■ **Given information**

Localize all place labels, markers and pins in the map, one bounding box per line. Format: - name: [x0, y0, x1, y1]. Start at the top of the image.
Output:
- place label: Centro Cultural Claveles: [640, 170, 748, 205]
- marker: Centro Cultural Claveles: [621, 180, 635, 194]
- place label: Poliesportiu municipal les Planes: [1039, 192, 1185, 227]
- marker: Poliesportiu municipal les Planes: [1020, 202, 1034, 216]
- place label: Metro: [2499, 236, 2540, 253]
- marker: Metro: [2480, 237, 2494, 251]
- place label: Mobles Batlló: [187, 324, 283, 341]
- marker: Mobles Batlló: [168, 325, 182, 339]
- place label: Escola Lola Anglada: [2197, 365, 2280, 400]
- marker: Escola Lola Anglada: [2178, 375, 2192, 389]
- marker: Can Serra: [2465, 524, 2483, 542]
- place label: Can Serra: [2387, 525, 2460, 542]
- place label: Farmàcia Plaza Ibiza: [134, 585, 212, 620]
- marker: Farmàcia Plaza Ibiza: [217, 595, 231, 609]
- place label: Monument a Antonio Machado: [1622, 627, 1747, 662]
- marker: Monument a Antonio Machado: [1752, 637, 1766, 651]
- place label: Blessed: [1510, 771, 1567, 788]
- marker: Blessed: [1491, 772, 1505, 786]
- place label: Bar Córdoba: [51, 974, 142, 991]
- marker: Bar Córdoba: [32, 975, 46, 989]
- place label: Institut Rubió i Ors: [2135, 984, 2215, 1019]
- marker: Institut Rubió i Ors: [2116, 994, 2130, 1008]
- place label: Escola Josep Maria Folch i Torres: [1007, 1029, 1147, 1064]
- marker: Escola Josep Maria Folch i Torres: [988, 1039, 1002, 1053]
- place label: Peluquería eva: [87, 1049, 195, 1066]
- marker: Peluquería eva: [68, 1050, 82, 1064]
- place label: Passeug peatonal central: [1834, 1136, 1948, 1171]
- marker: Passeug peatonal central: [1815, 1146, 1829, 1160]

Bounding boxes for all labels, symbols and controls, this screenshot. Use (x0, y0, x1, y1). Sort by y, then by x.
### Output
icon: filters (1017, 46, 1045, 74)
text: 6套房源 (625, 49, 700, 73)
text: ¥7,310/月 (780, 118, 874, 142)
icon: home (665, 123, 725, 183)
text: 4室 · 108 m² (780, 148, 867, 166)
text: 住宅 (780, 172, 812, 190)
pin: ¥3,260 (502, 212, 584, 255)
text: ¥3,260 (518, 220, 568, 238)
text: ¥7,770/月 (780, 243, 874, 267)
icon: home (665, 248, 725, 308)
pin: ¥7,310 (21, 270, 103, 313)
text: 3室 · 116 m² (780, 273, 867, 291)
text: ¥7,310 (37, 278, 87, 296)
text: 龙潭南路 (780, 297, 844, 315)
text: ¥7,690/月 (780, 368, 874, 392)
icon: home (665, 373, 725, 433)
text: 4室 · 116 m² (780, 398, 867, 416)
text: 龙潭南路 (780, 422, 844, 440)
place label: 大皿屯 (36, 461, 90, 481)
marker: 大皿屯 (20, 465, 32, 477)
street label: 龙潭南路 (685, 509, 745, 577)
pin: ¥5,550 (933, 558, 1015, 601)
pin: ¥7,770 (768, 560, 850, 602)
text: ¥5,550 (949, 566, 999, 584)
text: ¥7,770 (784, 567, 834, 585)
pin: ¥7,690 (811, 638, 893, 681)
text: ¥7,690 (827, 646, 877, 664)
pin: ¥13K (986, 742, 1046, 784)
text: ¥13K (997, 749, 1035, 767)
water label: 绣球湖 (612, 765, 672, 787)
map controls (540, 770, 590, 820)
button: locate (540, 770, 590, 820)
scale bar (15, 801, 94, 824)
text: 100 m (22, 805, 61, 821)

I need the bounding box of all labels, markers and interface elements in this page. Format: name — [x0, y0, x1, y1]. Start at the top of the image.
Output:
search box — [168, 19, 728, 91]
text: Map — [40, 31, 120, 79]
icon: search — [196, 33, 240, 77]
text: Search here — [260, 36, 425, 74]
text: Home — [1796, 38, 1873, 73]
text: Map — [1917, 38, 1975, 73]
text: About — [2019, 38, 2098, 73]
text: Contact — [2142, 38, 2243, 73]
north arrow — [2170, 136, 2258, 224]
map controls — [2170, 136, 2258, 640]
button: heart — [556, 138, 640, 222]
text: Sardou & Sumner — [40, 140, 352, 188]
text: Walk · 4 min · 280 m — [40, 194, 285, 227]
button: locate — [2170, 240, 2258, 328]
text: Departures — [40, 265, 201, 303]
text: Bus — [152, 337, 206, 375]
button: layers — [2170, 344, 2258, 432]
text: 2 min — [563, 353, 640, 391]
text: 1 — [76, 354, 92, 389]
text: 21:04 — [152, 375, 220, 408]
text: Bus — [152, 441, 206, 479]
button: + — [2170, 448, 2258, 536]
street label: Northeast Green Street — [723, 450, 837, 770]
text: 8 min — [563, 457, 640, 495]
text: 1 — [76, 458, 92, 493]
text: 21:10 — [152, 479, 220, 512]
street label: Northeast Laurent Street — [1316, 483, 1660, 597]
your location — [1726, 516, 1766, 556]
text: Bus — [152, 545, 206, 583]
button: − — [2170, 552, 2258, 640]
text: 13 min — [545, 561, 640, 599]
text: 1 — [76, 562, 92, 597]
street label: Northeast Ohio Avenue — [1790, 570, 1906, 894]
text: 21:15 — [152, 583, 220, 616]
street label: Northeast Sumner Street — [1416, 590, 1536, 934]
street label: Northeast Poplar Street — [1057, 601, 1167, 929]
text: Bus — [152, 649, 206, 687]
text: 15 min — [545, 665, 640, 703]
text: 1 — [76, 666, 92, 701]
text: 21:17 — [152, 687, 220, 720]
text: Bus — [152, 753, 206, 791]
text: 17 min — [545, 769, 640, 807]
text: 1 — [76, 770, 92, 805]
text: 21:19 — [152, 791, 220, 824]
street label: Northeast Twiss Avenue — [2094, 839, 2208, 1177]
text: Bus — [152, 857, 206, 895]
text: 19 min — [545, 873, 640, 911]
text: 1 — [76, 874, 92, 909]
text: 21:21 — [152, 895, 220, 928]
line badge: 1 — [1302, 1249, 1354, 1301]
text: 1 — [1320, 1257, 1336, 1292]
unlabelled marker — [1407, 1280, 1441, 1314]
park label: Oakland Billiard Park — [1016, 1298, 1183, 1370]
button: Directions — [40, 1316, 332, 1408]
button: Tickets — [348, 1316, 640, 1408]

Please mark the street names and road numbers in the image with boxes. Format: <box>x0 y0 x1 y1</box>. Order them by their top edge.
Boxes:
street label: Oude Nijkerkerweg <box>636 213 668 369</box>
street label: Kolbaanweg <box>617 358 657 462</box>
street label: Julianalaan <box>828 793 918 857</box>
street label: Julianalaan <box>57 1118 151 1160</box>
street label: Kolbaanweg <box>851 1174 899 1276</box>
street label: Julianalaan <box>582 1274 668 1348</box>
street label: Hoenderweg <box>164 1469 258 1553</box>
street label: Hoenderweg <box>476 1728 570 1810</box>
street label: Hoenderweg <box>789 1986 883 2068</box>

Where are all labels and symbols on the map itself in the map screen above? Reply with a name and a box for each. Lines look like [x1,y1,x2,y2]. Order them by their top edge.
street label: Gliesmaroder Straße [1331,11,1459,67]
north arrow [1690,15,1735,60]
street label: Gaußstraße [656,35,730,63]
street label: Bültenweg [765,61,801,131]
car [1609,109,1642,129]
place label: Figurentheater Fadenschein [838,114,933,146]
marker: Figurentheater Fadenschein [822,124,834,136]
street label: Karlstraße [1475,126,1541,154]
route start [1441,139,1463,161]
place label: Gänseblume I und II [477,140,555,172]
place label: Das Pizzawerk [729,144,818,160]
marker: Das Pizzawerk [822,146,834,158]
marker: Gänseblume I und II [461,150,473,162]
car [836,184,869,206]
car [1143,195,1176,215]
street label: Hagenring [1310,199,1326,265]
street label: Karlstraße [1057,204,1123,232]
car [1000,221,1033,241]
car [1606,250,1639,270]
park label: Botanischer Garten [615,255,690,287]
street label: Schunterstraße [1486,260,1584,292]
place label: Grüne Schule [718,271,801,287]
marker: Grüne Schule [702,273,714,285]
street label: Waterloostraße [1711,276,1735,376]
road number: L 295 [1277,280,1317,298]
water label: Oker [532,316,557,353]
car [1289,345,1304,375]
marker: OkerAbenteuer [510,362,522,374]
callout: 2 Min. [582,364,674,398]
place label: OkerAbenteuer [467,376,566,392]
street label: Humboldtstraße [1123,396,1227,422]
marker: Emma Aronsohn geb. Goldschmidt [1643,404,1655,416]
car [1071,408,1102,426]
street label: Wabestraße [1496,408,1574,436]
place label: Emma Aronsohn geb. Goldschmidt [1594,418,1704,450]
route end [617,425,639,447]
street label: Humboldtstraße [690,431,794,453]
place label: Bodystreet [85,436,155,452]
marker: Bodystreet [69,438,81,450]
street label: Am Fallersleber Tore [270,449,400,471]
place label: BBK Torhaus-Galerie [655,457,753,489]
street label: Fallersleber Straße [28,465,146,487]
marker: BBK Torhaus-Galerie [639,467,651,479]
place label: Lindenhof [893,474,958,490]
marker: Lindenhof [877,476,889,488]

■ **Problem description**
Reproduce every line from the preceding data in which the word "arrow" can be found.

■ **Result**
north arrow — [2170, 136, 2258, 224]
north arrow [1690,15,1735,60]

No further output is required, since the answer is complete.